The Act (as amended in particular by the European Union (Occupational Pension Schemes) Regulations, 2021 (S.I. No. 128 of 2021)) provides for various transitional measures including for existing OMAs so that some provisions will apply from the end of the five-year derogation period i.e., from 22 April 2026.
For OMAs established before 22 April 2021:
- A derogation from the new requirements under Part VIB (new governance obligations on schemes that include written policies, key functions, outsourcing and investment management) of the Act applies until 21 April 2026.
- An open-ended derogation from the investment rules under section 59AB of the Act and the borrowing restrictions under section 61B of the Act applies in respect of investments made or borrowing arrangements entered into before 22 April 2021.
OMAs established on or after 22 April 2021 will not be entitled to benefit from any of the above derogations.
An OMA is established on the date the documentation setting up the arrangement is validly executed by all of the parties, or any later establishment or commencement date provided for in that documentation.
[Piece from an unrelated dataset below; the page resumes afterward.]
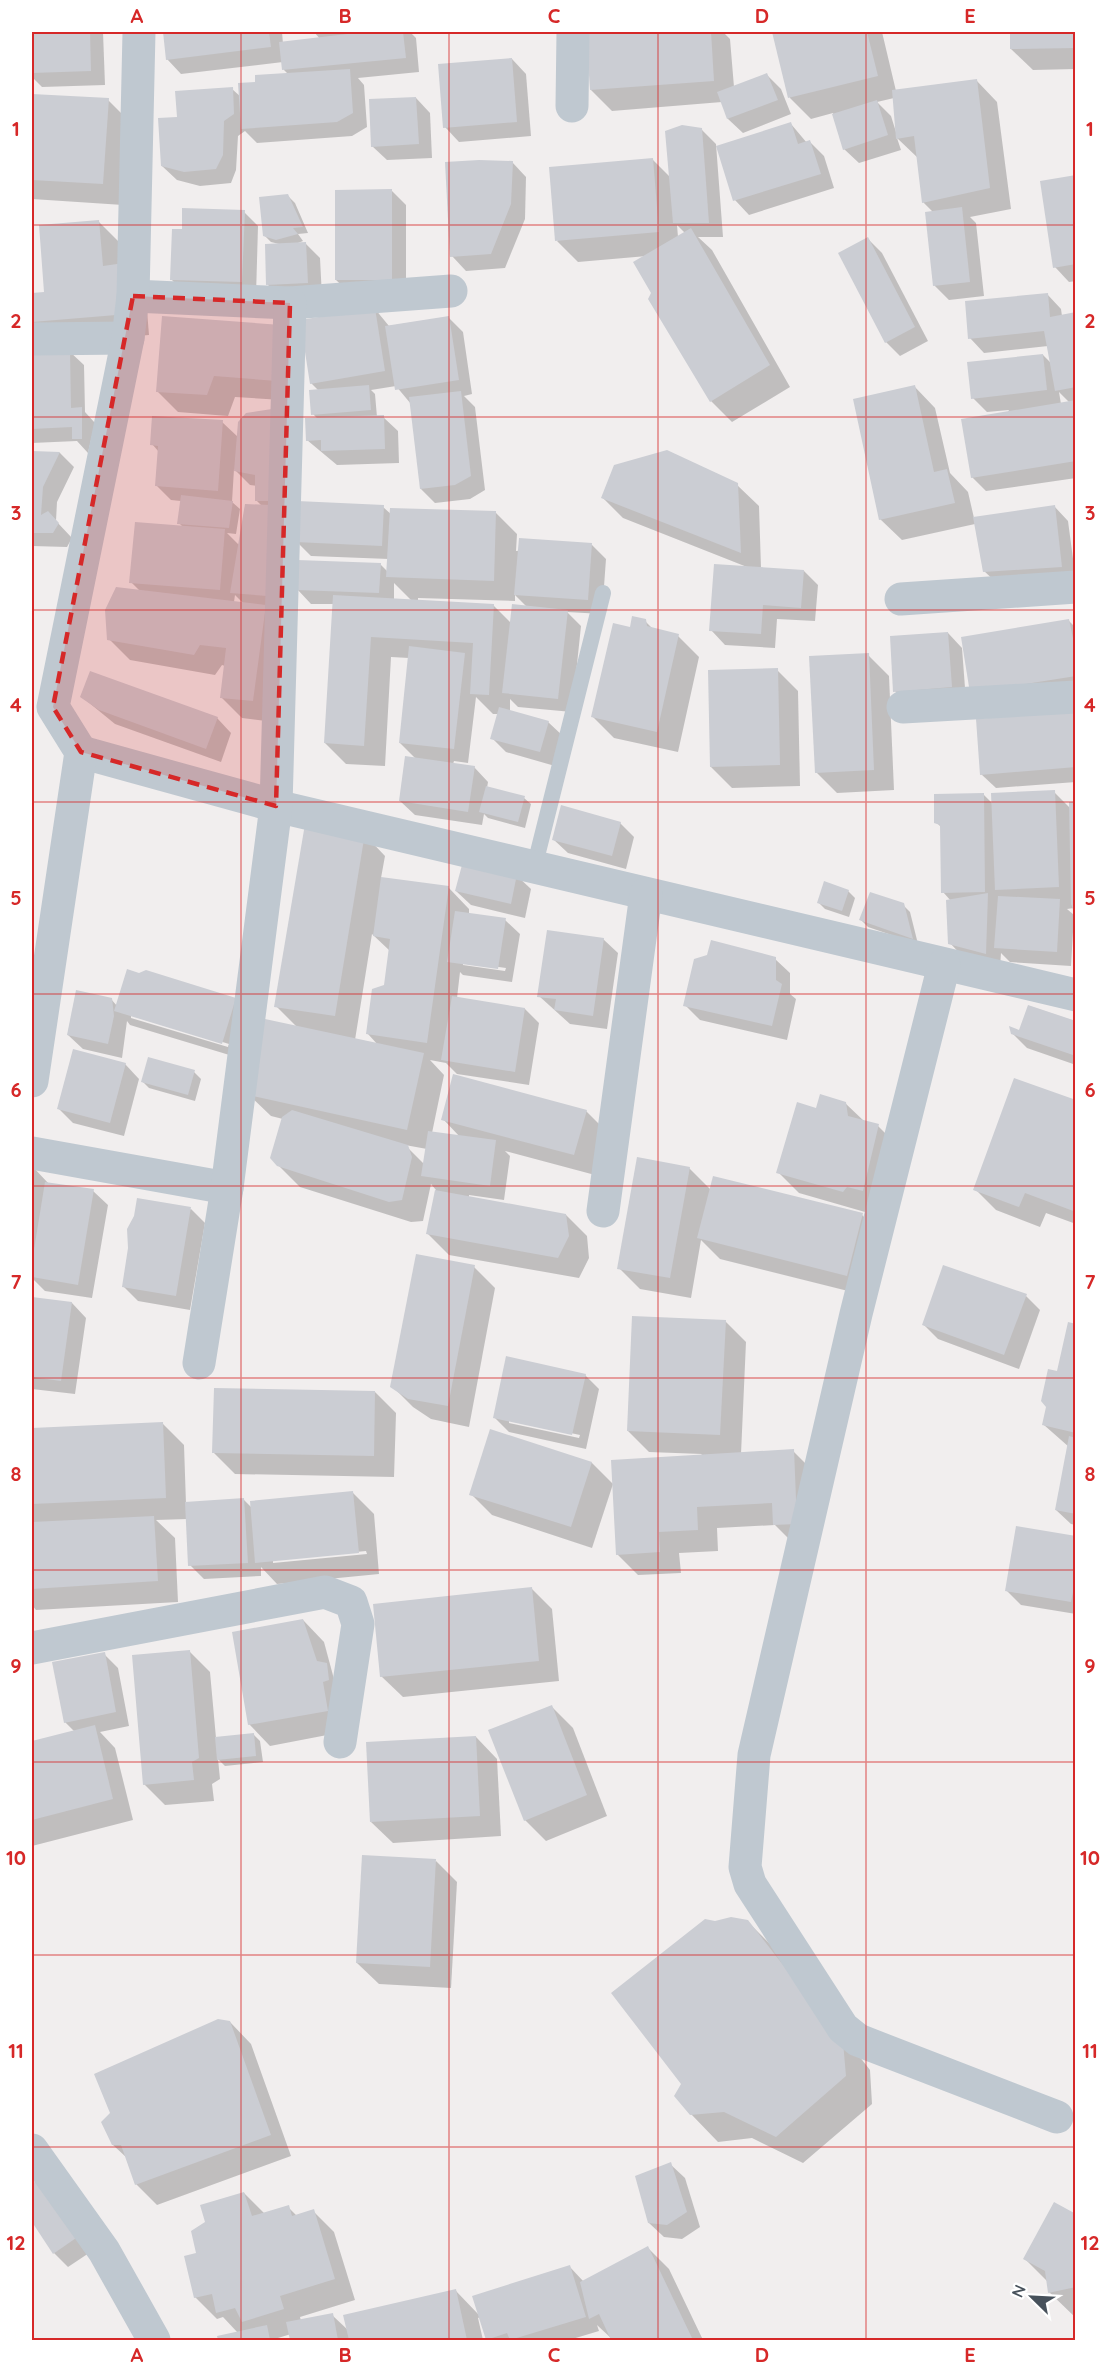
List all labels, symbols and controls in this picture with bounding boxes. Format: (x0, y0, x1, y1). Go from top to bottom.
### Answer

An OMA cannot be established retrospectively to a date prior to the date the documentation setting up the arrangement has been validly executed by all of the parties.
These FAQs should be read with any other guidance or FAQs which is published by the Authority in relation to investment rules and/or restrictions on borrowing for schemes that are subject to the Act.
A. Investment rules
1. To what arrangements does the investment rules derogation apply?
The derogation applies OMAs which made investments before 22 April 2021.
An OMA is:
- a scheme which is established solely for one person and for that person permanently to be the sole member and that member has discretion in respect of the manner in which the resources of that scheme are invested,
- a trust retirement annuity contract (RAC) which is established solely for one person and for that person permanently to be the sole member and that member has discretion in respect of the manner in which the resources of that trust RAC are invested, or
- a scheme or trust RAC, referred to above, which is the subject of a pension adjustment order and which, pursuant to that order, includes, in addition to the member, a person or persons referred to in that
2. What does ‘discretion in respect of the manner in which the resources of that scheme or trust RAC are invested’ mean?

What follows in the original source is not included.